**INPUT MATERIAL:**
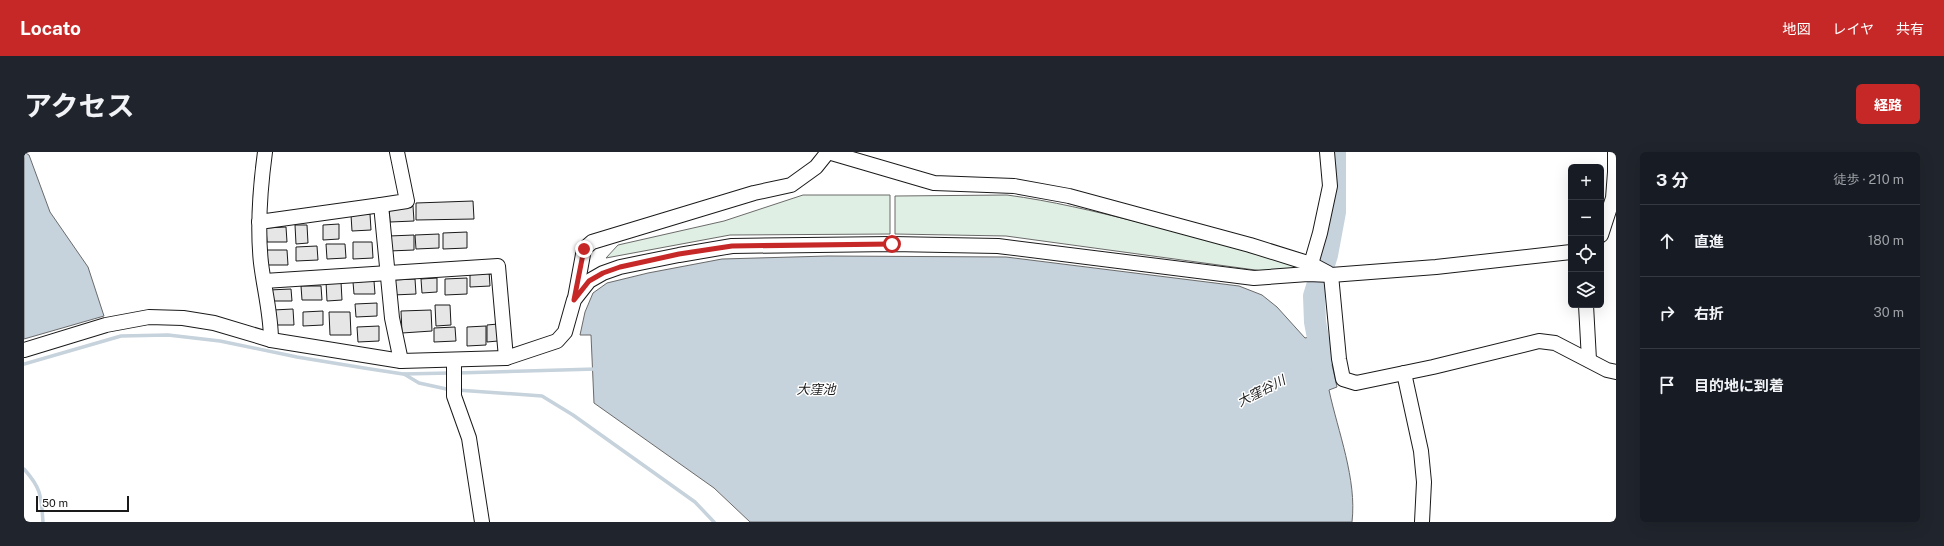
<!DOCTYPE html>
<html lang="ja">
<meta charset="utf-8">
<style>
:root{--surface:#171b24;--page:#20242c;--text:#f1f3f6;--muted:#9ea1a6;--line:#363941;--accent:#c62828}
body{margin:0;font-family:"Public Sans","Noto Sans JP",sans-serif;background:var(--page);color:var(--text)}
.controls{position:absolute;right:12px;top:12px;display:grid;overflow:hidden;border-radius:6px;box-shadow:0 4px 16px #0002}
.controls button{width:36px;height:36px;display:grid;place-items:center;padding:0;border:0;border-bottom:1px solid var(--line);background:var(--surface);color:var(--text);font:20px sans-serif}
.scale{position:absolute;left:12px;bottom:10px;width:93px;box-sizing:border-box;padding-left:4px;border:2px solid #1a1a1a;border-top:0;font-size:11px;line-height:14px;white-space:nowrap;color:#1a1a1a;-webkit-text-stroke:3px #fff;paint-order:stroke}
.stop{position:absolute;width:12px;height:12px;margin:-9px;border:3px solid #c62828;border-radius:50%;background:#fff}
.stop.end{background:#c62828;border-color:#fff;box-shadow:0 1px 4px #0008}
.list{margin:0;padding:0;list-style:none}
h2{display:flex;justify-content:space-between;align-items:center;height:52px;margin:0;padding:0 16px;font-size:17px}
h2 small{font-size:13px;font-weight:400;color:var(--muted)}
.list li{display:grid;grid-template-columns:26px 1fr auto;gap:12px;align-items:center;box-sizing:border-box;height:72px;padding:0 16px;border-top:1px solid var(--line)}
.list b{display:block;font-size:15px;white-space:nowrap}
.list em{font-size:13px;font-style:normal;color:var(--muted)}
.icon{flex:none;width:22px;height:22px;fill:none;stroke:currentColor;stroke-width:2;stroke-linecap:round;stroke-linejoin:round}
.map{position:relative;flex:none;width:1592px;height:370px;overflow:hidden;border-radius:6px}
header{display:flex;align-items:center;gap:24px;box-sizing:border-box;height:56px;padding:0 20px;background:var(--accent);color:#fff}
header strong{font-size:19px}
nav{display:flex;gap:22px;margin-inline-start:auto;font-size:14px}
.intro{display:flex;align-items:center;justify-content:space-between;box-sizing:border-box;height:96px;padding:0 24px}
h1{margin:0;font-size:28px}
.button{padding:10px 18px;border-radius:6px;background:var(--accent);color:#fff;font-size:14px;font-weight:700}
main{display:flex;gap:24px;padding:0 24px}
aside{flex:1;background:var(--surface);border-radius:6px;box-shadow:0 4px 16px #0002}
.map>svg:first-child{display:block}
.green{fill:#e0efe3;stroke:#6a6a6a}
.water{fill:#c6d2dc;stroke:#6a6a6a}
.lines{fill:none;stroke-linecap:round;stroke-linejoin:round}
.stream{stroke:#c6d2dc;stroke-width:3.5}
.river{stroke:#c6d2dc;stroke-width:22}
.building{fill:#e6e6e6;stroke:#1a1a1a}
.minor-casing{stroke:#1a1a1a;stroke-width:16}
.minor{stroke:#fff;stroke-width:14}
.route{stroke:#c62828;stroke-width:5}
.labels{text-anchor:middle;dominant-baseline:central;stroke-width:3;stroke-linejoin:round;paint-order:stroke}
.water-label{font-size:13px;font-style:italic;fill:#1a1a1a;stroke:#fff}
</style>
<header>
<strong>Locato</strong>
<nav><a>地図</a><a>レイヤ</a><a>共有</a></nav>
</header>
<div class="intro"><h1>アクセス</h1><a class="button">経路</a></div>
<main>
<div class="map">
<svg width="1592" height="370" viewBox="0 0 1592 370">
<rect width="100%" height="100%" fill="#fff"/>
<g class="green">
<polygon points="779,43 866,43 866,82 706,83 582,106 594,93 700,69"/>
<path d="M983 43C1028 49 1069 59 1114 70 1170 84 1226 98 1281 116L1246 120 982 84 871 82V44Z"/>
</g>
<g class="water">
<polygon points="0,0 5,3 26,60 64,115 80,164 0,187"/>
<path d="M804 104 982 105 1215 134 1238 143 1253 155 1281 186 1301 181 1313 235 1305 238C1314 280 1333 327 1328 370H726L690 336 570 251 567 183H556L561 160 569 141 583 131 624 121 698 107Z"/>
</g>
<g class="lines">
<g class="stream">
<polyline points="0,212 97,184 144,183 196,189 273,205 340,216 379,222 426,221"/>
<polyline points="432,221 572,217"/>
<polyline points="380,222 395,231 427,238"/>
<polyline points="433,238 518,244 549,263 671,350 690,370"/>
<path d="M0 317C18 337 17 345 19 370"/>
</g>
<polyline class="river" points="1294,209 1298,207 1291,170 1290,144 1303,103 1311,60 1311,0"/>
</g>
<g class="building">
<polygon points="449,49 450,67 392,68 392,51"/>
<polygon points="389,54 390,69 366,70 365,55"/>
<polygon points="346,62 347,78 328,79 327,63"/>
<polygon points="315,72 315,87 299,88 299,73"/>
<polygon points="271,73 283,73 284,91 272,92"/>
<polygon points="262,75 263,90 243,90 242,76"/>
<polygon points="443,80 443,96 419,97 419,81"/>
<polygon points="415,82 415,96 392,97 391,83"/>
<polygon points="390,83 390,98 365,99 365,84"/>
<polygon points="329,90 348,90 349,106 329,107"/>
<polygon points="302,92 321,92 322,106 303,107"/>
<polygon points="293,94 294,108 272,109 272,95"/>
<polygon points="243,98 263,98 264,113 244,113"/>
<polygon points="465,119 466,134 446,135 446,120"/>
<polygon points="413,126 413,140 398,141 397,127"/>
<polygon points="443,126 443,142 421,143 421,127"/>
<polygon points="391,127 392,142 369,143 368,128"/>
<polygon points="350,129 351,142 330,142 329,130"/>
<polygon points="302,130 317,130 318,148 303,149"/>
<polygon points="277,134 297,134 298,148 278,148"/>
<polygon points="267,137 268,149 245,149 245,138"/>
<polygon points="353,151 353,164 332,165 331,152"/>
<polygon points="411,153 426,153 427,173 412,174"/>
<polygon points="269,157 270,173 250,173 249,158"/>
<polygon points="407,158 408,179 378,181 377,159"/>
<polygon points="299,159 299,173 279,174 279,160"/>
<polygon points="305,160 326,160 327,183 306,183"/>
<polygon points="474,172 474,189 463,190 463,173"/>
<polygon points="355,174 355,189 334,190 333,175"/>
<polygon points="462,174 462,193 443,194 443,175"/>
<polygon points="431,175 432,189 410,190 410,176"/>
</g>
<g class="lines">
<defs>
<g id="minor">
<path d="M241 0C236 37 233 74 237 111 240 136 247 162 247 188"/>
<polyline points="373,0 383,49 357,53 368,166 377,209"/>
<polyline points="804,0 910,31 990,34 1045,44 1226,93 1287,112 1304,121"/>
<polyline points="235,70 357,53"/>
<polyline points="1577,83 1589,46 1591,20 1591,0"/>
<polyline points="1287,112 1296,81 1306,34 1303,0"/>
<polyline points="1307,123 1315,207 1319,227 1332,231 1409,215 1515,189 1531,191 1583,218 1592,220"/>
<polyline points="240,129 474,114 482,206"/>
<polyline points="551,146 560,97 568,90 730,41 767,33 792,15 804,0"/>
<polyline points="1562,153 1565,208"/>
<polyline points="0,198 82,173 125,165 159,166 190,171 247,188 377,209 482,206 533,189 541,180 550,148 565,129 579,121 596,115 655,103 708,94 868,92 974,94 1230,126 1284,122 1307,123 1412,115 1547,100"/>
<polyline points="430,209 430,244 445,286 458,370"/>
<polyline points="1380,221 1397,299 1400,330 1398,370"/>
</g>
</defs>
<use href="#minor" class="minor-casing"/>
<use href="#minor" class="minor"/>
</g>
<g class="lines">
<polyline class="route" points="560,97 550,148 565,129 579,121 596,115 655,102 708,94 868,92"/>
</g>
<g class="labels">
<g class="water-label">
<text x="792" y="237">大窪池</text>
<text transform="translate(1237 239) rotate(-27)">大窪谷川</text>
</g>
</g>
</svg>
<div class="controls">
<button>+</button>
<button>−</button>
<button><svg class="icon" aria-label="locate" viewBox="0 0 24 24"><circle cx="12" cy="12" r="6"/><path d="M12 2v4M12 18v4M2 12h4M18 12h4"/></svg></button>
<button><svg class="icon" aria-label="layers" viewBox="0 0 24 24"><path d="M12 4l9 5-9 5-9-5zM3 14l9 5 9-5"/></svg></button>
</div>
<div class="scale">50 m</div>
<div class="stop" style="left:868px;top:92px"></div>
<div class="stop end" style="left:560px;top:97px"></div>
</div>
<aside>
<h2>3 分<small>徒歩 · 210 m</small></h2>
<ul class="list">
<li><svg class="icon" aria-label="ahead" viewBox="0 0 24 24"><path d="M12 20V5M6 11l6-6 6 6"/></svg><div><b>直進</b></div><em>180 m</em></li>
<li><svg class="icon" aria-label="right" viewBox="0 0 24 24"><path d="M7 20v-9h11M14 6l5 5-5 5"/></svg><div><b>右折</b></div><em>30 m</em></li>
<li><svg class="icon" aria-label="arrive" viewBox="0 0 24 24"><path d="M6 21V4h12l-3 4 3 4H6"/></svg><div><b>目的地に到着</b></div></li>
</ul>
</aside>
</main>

**PROBLEM:** Write down every line of the data above that includes the string "position".

**OUTPUT FOR THIS TASK:**
.controls{position:absolute;right:12px;top:12px;display:grid;overflow:hidden;border-radius:6px;box-shadow:0 4px 16px #0002}
.scale{position:absolute;left:12px;bottom:10px;width:93px;box-sizing:border-box;padding-left:4px;border:2px solid #1a1a1a;border-top:0;font-size:11px;line-height:14px;white-space:nowrap;color:#1a1a1a;-webkit-text-stroke:3px #fff;paint-order:stroke}
.stop{position:absolute;width:12px;height:12px;margin:-9px;border:3px solid #c62828;border-radius:50%;background:#fff}
.map{position:relative;flex:none;width:1592px;height:370px;overflow:hidden;border-radius:6px}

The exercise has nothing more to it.